It was only by the skin of my teeth that I avoided becoming saddled with The Honorable Captain Judge Sir Professor Doctor Missy, DSc, PhD (Canter), QC, ARA, FRSC, FCIC, CChem, FWCF, Esq... I was able to keep them from throwing in some ecclesiastical titles by stating quite firmly that I was an officially ordained minister in the First Church of Atheism. I wasn't sure whether they thought I was joking, lying, insane, or telling the complete and utter truth, but they didn't bring up that topic any further. However, keeping my name short enough so that I could actually spell it came at a cost: I had to promise Luna that I'd do an encore. I was able to beg off on an immediate performance by saying I'd have to practice, but it looked like I wouldn't be able to put away that sparkly red dress for good just yet.

There was mention made of founding a new order of chivalric knighthood based on the oath I'd described on my initial meetings with the Princesses, but I couldn't tell if they were joking, lying, insane, or telling the complete and utter truth. And as the two princesses bid their farewells and left, I still wasn't sure if either of them knew who the other really was, or if they were both just still playing along with each others' gags.

I mused that a millennia-long life might make anyone act a bit odd.


Most of my fellow inmates seemed to be in for poor impulse control: getting into fights, petty theft, vandalism, public drunkenness, and such - pretty much all of a kind with my own official conviction for littering. During the length of my stay, I didn't even find anyone locked up for tax fraud. More serious convicts either didn't exist (unlikely, even given the sugar-bowl-like world this was), were housed elsewhere, or were taken care of in more direct fashions, such as had happened to my attackers. Pretty much everyone involved was basically treating the whole thing like a big time-out, to give them time to calm down and get them enmeshed in The System that was supposed to help them get onto their hooves.

Everyone but me were ponies, and maybe three-quarters were unicorns. As the only non-equine, I was the subject of some curiosity - but enough rumors about the circumstances surrounding my crime were floating around that it was a very polite sort of curiosity. Anything I didn't want to talk about, didn't get talked about - at least, not anywhere I could hear it.

The food was... dull. Probably designed to help make sure prison wasn't somewhere ponies wanted to go, if there was any way to avoid it. Before arriving in Equestria, I hadn't been a vegetarian; I was quite comfortable eating meat. (I was also comfortable not eating it, and had been experimenting weekly with various styles of scrambled tofu.) Faced with the dullest sort of grasses and hay in prison, I was starting to get a hankering for some concentrated protein - enough so that I was considering redirecting my dairy production to my own stomach. That would probably be the proteiniest thing I was going to have a chance to eat, as long my species stayed consistent. Even if, a number of years ago, I hadn't made a conscious decision to try to avoid eating anything that could ask me not to (hey, I was an SF fan, and liked to be prepared for any eventuality) and a number of the ordinary critters in Equestria seemed to possess a disturbing level of self-awareness, there was the minor matter that my bovine stomach and its microbial flora were designed to process plant matter.

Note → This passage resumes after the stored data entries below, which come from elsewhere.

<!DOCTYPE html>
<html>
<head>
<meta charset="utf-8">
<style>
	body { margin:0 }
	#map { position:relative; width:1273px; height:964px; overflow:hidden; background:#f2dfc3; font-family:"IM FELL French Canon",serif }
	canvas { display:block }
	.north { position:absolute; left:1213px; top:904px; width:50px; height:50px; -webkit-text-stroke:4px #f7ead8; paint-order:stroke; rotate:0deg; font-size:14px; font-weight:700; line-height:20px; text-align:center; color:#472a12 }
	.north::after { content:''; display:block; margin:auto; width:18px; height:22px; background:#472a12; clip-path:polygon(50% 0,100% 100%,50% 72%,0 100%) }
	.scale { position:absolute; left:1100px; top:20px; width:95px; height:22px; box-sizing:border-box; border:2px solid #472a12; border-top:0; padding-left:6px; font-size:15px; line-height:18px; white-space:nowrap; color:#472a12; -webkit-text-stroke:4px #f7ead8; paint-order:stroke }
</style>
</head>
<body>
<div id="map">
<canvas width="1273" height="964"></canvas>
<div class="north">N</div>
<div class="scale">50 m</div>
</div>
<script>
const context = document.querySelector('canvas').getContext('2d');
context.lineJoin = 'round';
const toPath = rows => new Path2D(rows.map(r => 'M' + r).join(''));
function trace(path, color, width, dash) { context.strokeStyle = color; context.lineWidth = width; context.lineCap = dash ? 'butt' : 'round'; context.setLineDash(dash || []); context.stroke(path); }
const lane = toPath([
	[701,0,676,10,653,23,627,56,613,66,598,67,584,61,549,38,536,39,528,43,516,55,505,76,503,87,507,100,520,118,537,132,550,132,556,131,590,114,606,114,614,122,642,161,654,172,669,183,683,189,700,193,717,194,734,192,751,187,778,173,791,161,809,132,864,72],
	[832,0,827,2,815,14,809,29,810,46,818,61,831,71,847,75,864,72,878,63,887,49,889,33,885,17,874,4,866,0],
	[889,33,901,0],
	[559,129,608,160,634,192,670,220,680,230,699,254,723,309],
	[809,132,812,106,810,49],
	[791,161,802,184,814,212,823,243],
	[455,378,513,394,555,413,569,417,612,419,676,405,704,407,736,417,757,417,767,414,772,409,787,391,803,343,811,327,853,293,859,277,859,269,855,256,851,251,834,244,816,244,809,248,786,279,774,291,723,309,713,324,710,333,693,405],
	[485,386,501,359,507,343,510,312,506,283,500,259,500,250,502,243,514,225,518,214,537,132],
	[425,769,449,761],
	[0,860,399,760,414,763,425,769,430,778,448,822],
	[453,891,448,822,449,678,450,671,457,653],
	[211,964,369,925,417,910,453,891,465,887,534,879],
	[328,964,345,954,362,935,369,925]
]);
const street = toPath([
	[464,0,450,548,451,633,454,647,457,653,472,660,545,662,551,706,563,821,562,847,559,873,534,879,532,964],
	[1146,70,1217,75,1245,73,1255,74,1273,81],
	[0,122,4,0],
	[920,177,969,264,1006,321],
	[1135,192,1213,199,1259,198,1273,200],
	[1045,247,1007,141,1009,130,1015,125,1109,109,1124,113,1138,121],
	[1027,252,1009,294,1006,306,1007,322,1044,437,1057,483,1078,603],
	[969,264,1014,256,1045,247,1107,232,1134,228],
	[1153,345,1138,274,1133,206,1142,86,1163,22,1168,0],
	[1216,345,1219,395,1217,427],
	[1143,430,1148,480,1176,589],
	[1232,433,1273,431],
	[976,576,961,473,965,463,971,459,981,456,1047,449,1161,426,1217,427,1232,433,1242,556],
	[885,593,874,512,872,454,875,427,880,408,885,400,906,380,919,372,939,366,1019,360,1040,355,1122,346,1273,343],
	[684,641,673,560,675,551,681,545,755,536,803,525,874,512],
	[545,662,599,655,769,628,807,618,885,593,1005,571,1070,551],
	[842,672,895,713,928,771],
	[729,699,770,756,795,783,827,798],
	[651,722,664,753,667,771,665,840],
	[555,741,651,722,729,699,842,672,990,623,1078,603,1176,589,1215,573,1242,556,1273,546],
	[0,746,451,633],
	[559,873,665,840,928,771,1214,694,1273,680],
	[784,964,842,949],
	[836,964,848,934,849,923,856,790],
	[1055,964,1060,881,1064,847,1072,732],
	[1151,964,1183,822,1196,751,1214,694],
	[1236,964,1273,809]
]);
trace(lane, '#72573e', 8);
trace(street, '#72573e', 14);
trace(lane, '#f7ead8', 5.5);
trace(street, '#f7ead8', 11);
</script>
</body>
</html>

I wondered if, if Griffin the pirate was another ex-human, he was spending any time worrying about how intelligent his food was... and decided that if we ever did come into contact with each other, that item would probably be pretty far down on the list of things to talk about.

One thing about being imprisoned - with my day-job on hiatus for the duration, no distracting food or things I could build... I had lots of time to think. And there was a whole lot to think about. For just one example: I now had my fully-finished glasses, giving me vision roughly as good as my human body's eyes had been with their glasses - and so I could no longer dismiss the odd visual effects as some sort of 'fringe interference'. Colors were bright and even, and just about everything had actual outlines. When I looked at my forehoof from the front, I saw lines along its sides; when I looked at its side, I saw lines on its front and back. The other inmates had the occasional photograph or newspaper clipping - and the images had the same sorts of outlines. I had a pretty good understanding of photons, from simple optics to how Heisenberg's uncertainty principle, expressed in terms of energy and time, described the limitations of how virtual photons appeared and disappeared in certain ways which created the familiar properties of electromagnetic fields... but I couldn't come up with any way that the sorts of photons I knew could be jiggered to cause the effects I was seeing.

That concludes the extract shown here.